Secretary Shulkin on the ‘State of VA’: Making VA into an organization Veterans deserve from May 2017 below
“As a physician I tend to look at things in terms of the way I was trained – assess, diagnose, and then aggressively treat the patient,” he said before outlining the current state of VA, clearly identifying risks the department faces in caring for Veterans. Key issues needing attention:
Access to care
VA now has same-day services for primary care and mental health at all 168 medical centers with 22 percent of patients seen on the same day. Yet Veterans are waiting more than 60 days for new appointments at about 30 locations nationwide.
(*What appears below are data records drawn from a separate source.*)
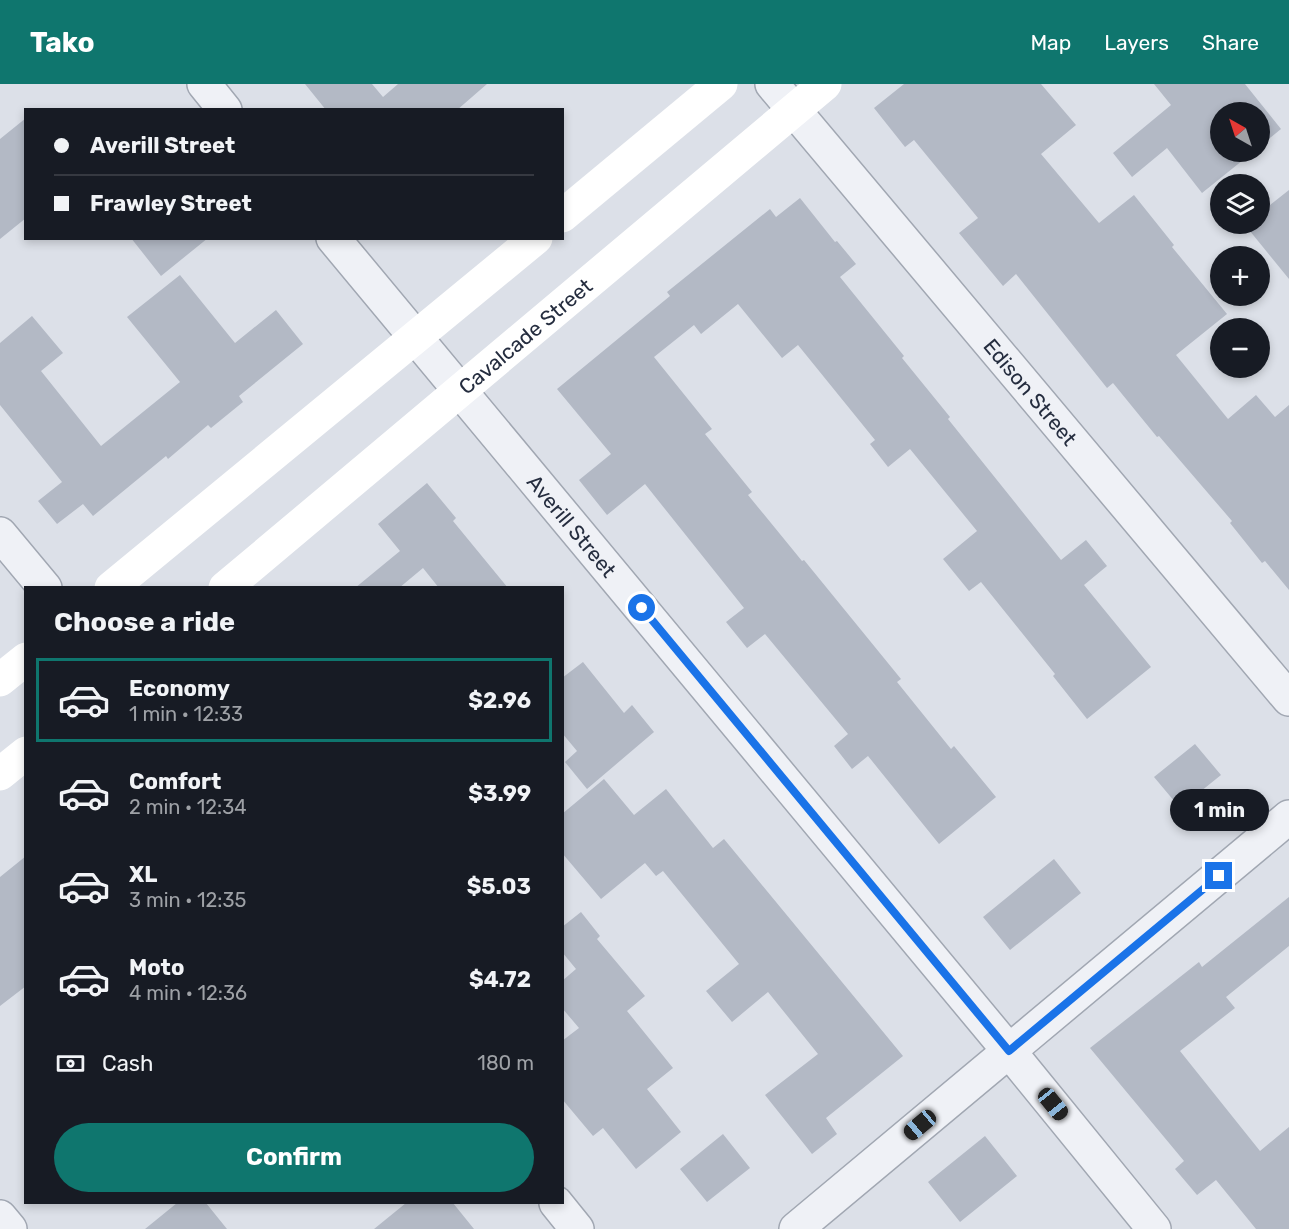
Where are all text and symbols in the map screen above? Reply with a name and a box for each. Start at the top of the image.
text: Tako [30,26,95,59]
text: Map [1030,30,1071,55]
text: Layers [1104,30,1169,55]
text: Share [1202,30,1259,55]
north arrow [1210,102,1270,162]
map controls [1210,102,1270,378]
text: Averill Street [90,132,235,159]
button: layers [1210,174,1270,234]
text: Frawley Street [90,190,252,217]
button: + [1210,246,1270,306]
street label: Cavalcade Street [453,273,597,399]
button: − [1210,318,1270,378]
street label: Edison Street [979,333,1083,450]
street label: Averill Street [522,469,622,582]
route start [628,594,655,621]
text: Choose a ride [54,606,235,638]
icon: car [57,673,111,727]
text: Economy [129,675,230,702]
text: $2.96 [468,687,531,714]
text: 1 min · 12:33 [129,702,243,726]
icon: car [57,766,111,820]
text: Comfort [129,768,221,795]
text: $3.99 [468,780,531,807]
callout: 1 min [1170,789,1268,831]
text: 2 min · 12:34 [129,795,247,819]
text: 1 min [1194,798,1245,822]
icon: car [57,859,111,913]
text: XL [129,861,157,888]
route end [1205,862,1232,889]
text: $5.03 [467,873,531,900]
text: 3 min · 12:35 [129,888,246,912]
icon: car [57,952,111,1006]
text: Moto [129,954,184,981]
text: $4.72 [469,966,531,993]
text: 4 min · 12:36 [129,981,247,1005]
icon: cash [54,1047,87,1080]
text: Cash [102,1050,153,1077]
text: 180 m [477,1051,534,1075]
car [1035,1084,1071,1124]
car [900,1107,940,1143]
button: Confirm [54,1123,534,1192]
Sixteen percent of primary care clinics are over 100% capacity – meaning Veterans are not being seen soon enough. “We need more clinical and support staff as well as more space in order to solve this problem,” Shulkin said
Community Care, especially VA’s Choice Program, has increased access to care for millions of Veterans with 500,000 community providers in the Community Care Network. However, providers are still frustrated by delayed payments to the point that some of them are leaving the network. VA is encouraging the private sector to use electronic submissions to allow faster adjudication and payment.
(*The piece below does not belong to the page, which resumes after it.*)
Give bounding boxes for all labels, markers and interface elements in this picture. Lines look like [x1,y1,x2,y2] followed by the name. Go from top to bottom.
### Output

VA is currently required to administer eight separate Community Care programs, which is inefficient and causes confusion for Veterans, providers and VA employees alike. Shulkin said, VA has to “reject a minimum of 1 out of 5 community care claims. This is much higher than the private sector and we need Congress to help us fix this. We continue to work with our partners – including the White House, Congress, VSOs, and community providers – to develop and pass legislation that will ensure VA Community Care is easy to understand, simple to administer, and meets the needs of Veterans and their families. We have to pass legislation this year or these issues will persist.”
Quality of care
VA now shares star ratings and comparisons between VA medical centers and local community hospitals to provide Veterans with information to make informed decisions about their care. Upon setting of the website, VA has identified 14 medical centers with 1-star ratings, meaning they are below the community standard of care. VA is actively deploying teams and implementing performance plans at each of these centers to improve care.
“Veterans shouldn’t have to accept low quality care. They deserve our very best,” Shulkin said. “When they aren’t getting our best, they should be able to access the best their community has to offer. That is exactly what we are working to achieve with our new Choice plan. “
Disability claims and appeals
VA currently has more than 90,000 disability claims that are taking more than 125 days to process. The secretary wants to cut that time in half over the next two years.
“The time to get an appeal decision is far too long- taking almost three years for a veteran to get a decision,” Shulkin said. “It takes Congress to fix this, and I am grateful that the House passed legislation last week. We need our friends in the Senate to act as soon as possible.”